Yves here. Oh, and by the way, the Fed was aware of at least some of these collateral tie-ups (p. 1514), yet didn’t inform the SEC even though the two bodies had a memorandum of understanding in place (the report makes clear both sides were not sharing all information with each other).

But aside from the issue of oversight and compliance, the bigger issue seems to have been denial. Despite the fact that the authorities did appear to see that Lehman had sprung an unpluggable leak and was hopelessly insolvent, the hope seemed to be that if they kept Lehman going, a solution would somehow emerge. This in turn led to contradictory postures (p. 1502):

The challenge for the Government, and for troubled firms like Lehman, was to reduce risk exposure, and the act of reducing risk by selling assets could result in “collateral damage” by demonstrating weakness and exposing “air” in the marks. Geithner said that the FRBNY had “to make sure that the system would be held together and that the strongest institutions would not be imperiled by the weakest.”

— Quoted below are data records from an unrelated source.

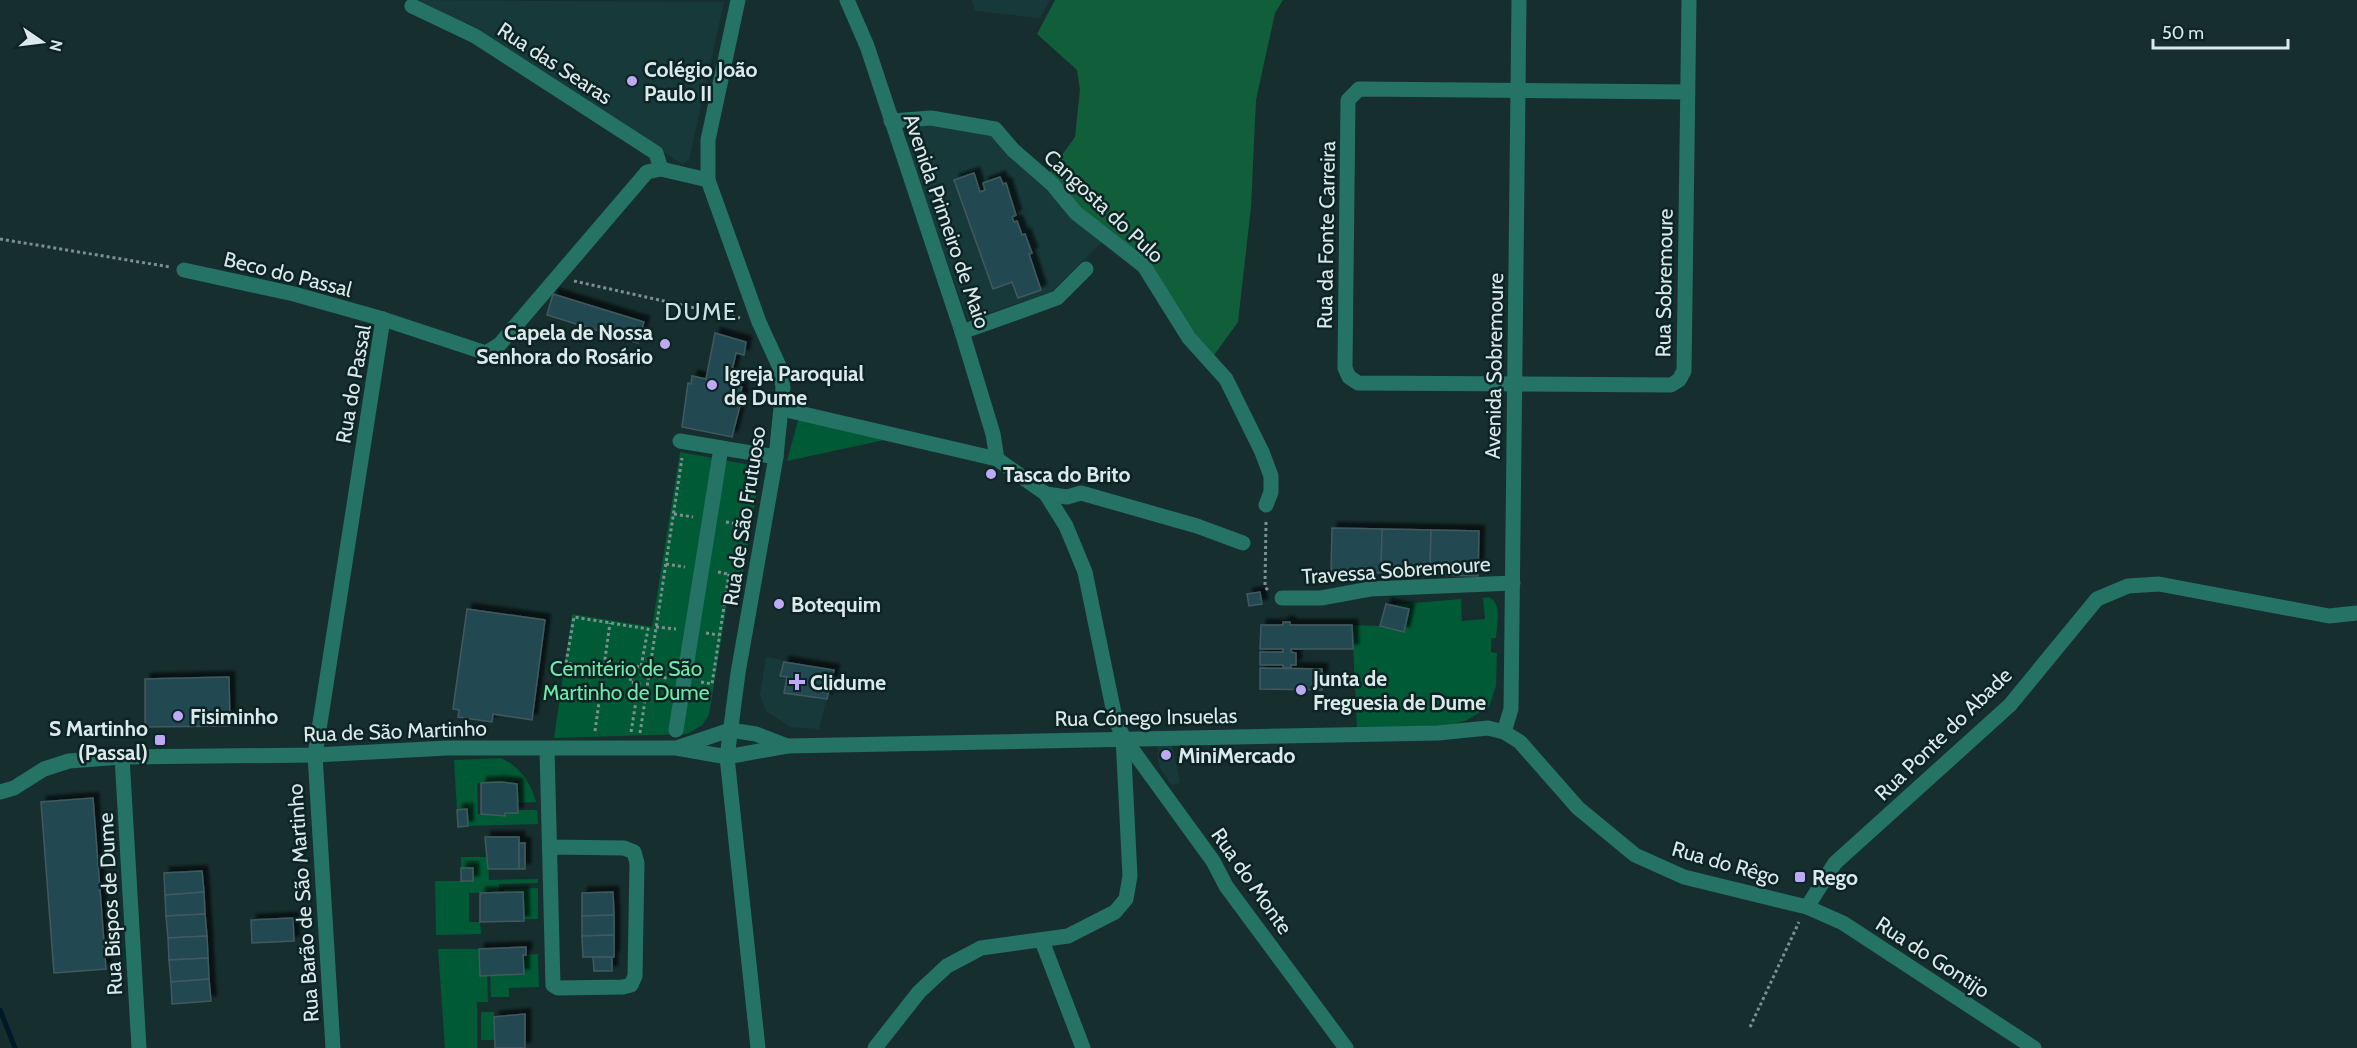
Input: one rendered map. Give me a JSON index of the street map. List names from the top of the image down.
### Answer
{
  "streets": {
    "street": [
      "Rua das Searas",
      "Cangosta do Pulo",
      "Avenida Primeiro de Maio",
      "Rua da Fonte Carreira",
      "Beco do Passal",
      "Rua Sobremoure",
      "Avenida Sobremoure",
      "Rua do Passal",
      "Rua de São Frutuoso",
      "Travessa Sobremoure",
      "Rua Cónego Insuelas",
      "Rua de São Martinho",
      "Rua Ponte do Abade",
      "Rua do Rêgo",
      "Rua do Monte",
      "Rua Barão de São Martinho",
      "Rua Bispos de Dume",
      "Rua do Gontijo"
    ]
  },
  "crossings": [
    ["Rua das Searas", "Rua do Passal"],
    ["Cangosta do Pulo", "Avenida Primeiro de Maio"],
    ["Rua da Fonte Carreira", "Rua Sobremoure"],
    ["Rua da Fonte Carreira", "Avenida Sobremoure"],
    ["Beco do Passal", "Rua do Passal"],
    ["Rua Sobremoure", "Avenida Sobremoure"],
    ["Avenida Sobremoure", "Travessa Sobremoure"],
    ["Avenida Sobremoure", "Rua Cónego Insuelas"],
    ["Avenida Sobremoure", "Rua do Rêgo"],
    ["Rua do Passal", "Rua de São Martinho"],
    ["Rua do Passal", "Rua Barão de São Martinho"],
    ["Rua de São Frutuoso", "Rua Cónego Insuelas"],
    ["Rua de São Frutuoso", "Rua de São Martinho"],
    ["Rua Cónego Insuelas", "Rua de São Martinho"],
    ["Rua Cónego Insuelas", "Rua do Rêgo"],
    ["Rua Cónego Insuelas", "Rua do Monte"],
    ["Rua de São Martinho", "Rua Barão de São Martinho"],
    ["Rua de São Martinho", "Rua Bispos de Dume"],
    ["Rua Ponte do Abade", "Rua do Rêgo"],
    ["Rua Ponte do Abade", "Rua do Gontijo"],
    ["Rua do Rêgo", "Rua do Gontijo"]
  ],
  "districts": ["DUME"],
  "parks": ["Cemitério de São Martinho de Dume"],
  "places": {
    "other": [
      "Colégio João Paulo II",
      "Capela de Nossa Senhora do Rosário",
      "Igreja Paroquial de Dume",
      "Tasca do Brito",
      "Botequim",
      "Junta de Freguesia de Dume",
      "Fisiminho",
      "MiniMercado"
    ],
    "health": ["Clidume"],
    "transit": ["S Martinho (Passal)", "Rego"]
  },
  "scale_bar": "50 m",
  "north": "right"
}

Yves here. Note there is NO discussion here of distressed sales artificially depressing the market. The position is “we want Lehman to delever, but if it does, it will expose how phony asset valuations across the industry are. Can’t have that, now can we?”

So Lehman keeps limping along as counterparties demand more and more collateral, worried about their risks in a deteriorating market. The board, if Bryan Marsal’s report is correct, was completely passive and in denial, believing that no one (translation: no one in government) would allow a company with $6 trillion in derivatives exposures to fail. In other words, the board assumed their lapses in performing their duties would be covered by Uncle Sam.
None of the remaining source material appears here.